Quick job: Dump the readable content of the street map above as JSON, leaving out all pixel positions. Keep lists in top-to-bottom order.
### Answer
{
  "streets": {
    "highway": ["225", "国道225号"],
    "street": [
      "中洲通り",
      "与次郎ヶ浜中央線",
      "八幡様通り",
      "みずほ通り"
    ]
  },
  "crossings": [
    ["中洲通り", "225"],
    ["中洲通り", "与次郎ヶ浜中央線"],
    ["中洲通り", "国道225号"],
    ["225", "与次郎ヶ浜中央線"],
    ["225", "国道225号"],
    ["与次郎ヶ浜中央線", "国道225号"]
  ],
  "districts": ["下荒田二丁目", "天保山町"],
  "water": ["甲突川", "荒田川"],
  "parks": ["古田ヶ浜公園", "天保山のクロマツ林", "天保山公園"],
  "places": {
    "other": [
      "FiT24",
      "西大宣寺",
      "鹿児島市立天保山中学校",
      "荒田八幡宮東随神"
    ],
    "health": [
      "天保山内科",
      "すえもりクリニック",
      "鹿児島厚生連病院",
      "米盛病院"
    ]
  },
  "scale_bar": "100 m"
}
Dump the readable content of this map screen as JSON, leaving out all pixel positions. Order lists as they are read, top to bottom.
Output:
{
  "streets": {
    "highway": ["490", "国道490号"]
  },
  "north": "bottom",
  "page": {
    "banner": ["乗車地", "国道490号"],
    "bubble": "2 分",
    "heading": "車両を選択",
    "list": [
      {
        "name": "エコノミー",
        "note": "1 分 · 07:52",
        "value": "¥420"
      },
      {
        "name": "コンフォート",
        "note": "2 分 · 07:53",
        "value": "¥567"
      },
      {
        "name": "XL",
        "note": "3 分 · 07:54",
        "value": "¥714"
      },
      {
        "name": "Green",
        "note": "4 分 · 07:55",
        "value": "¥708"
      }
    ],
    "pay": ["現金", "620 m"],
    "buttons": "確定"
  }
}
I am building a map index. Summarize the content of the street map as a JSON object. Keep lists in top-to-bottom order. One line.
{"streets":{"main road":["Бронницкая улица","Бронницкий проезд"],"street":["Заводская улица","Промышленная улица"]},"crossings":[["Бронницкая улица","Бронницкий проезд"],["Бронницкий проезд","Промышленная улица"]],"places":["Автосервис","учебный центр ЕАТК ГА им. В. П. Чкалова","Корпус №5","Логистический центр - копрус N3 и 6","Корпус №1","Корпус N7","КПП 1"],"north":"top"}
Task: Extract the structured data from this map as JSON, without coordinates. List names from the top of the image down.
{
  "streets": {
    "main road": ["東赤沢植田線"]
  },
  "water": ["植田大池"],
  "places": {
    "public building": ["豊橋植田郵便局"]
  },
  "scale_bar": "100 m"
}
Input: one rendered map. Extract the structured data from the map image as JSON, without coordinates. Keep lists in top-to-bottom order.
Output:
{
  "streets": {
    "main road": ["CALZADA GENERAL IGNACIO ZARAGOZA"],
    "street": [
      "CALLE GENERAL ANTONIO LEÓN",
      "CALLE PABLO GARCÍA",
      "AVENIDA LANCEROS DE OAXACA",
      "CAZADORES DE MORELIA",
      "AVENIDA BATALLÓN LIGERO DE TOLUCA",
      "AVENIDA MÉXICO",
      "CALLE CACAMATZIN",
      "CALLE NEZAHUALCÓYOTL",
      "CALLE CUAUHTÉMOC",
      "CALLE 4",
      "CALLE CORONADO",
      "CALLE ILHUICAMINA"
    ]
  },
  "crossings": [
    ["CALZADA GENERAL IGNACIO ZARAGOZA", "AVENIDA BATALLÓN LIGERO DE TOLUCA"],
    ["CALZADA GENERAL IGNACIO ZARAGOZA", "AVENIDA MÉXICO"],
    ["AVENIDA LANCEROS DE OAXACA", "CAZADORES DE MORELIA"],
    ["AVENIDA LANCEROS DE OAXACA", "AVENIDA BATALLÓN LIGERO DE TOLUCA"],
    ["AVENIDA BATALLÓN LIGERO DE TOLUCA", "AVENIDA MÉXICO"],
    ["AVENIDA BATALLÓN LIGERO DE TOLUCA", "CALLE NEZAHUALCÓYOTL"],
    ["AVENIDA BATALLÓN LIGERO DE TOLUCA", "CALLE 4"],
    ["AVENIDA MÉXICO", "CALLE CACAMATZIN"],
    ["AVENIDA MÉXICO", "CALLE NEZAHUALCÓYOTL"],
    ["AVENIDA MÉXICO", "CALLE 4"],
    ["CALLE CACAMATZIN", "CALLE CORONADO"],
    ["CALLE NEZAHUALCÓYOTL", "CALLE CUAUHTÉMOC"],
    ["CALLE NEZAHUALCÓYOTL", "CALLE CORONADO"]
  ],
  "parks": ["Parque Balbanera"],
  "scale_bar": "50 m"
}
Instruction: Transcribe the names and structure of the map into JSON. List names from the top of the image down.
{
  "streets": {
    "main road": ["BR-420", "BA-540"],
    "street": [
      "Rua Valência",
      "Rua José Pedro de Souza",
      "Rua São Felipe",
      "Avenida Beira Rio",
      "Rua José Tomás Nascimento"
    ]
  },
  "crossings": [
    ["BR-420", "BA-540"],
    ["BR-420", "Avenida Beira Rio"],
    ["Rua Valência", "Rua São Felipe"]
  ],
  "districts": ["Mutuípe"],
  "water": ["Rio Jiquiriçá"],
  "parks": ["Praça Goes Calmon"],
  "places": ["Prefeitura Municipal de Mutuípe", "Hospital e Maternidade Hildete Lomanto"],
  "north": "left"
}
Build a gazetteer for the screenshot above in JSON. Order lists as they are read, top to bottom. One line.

************

WHAT THE TASK ASKS
Answer with an exact copy of the lines from the one containing "Instruction: Transcribe the" through the end of the entries above, leaving out everything before.

OUTPUT FOR THIS TASK
Instruction: Transcribe the names and structure of the map into JSON. List names from the top of the image down.
{
  "streets": {
    "main road": ["BR-420", "BA-540"],
    "street": [
      "Rua Valência",
      "Rua José Pedro de Souza",
      "Rua São Felipe",
      "Avenida Beira Rio",
      "Rua José Tomás Nascimento"
    ]
  },
  "crossings": [
    ["BR-420", "BA-540"],
    ["BR-420", "Avenida Beira Rio"],
    ["Rua Valência", "Rua São Felipe"]
  ],
  "districts": ["Mutuípe"],
  "water": ["Rio Jiquiriçá"],
  "parks": ["Praça Goes Calmon"],
  "places": ["Prefeitura Municipal de Mutuípe", "Hospital e Maternidade Hildete Lomanto"],
  "north": "left"
}
Build a gazetteer for the screenshot above in JSON. Order lists as they are read, top to bottom. One line.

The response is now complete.